• **Exercise**: Every line that contains "index" must be located and copied from the data.

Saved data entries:
================

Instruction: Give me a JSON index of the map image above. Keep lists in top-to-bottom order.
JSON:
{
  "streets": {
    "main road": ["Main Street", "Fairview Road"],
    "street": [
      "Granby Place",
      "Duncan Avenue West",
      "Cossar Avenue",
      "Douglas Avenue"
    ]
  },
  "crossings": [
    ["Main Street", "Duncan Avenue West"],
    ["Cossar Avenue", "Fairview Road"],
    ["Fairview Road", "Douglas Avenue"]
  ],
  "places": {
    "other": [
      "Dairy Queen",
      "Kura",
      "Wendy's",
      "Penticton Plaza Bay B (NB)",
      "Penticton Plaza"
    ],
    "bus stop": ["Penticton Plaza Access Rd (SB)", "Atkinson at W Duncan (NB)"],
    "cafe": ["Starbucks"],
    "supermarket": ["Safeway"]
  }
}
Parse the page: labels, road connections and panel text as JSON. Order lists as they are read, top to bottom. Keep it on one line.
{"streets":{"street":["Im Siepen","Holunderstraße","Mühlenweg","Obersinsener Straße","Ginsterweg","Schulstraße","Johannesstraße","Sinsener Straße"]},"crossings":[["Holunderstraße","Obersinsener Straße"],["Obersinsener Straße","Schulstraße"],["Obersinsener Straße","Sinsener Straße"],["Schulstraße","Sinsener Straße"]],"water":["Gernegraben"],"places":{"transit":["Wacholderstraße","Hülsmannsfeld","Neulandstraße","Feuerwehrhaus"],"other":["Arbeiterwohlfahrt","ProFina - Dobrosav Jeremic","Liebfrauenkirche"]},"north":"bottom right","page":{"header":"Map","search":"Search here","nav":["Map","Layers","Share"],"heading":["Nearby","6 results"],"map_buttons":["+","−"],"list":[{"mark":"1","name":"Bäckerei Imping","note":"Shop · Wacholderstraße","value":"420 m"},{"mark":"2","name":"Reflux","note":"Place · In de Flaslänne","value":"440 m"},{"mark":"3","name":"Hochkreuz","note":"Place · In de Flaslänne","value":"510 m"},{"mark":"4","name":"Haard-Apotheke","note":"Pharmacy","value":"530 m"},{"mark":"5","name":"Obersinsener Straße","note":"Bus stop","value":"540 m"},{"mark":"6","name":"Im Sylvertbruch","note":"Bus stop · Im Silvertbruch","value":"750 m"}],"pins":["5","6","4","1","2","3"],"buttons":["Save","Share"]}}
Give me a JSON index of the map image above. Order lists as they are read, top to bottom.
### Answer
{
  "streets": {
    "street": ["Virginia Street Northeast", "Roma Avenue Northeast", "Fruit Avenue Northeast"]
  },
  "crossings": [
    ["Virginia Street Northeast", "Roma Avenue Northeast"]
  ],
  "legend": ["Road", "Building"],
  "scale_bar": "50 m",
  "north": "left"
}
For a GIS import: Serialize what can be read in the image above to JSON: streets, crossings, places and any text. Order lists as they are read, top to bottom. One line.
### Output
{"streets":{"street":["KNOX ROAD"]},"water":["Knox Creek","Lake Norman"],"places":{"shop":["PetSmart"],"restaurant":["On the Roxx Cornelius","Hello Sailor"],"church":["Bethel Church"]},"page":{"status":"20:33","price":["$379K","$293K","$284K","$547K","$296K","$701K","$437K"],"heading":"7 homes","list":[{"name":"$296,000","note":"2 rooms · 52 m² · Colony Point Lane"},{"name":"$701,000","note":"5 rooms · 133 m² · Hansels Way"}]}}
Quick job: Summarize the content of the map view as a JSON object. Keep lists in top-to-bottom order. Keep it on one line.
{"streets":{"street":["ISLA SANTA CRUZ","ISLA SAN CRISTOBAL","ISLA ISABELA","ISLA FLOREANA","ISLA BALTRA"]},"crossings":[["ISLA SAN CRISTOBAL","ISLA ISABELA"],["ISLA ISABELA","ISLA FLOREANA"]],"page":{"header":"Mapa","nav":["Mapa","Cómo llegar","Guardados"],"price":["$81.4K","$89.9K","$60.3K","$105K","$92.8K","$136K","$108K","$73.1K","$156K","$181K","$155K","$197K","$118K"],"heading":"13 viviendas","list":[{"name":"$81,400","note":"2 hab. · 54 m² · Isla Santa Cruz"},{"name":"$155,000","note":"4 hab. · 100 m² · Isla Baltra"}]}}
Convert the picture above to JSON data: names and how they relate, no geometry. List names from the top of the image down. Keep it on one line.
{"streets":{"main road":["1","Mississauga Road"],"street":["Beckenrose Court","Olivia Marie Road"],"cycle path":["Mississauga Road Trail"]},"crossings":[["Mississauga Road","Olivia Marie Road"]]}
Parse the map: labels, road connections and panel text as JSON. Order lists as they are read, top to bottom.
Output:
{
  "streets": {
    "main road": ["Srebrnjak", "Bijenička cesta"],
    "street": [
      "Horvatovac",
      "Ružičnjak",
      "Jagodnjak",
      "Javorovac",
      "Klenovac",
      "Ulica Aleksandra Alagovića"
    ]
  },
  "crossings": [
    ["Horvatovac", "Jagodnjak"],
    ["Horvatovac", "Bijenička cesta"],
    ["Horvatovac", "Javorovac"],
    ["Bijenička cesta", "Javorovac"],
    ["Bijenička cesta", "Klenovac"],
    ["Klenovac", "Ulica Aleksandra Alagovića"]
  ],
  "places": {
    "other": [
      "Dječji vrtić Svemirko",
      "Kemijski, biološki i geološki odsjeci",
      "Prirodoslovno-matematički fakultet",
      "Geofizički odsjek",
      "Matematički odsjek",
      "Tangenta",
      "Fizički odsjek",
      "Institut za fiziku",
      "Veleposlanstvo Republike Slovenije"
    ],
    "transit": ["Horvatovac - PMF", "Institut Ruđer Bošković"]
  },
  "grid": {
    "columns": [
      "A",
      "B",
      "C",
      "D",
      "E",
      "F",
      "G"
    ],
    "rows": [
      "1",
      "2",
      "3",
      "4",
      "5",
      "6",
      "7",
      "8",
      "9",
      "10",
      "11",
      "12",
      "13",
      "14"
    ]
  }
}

================

• **Solution to the problem**:
Instruction: Give me a JSON index of the map image above. Keep lists in top-to-bottom order.
Give me a JSON index of the map image above. Order lists as they are read, top to bottom.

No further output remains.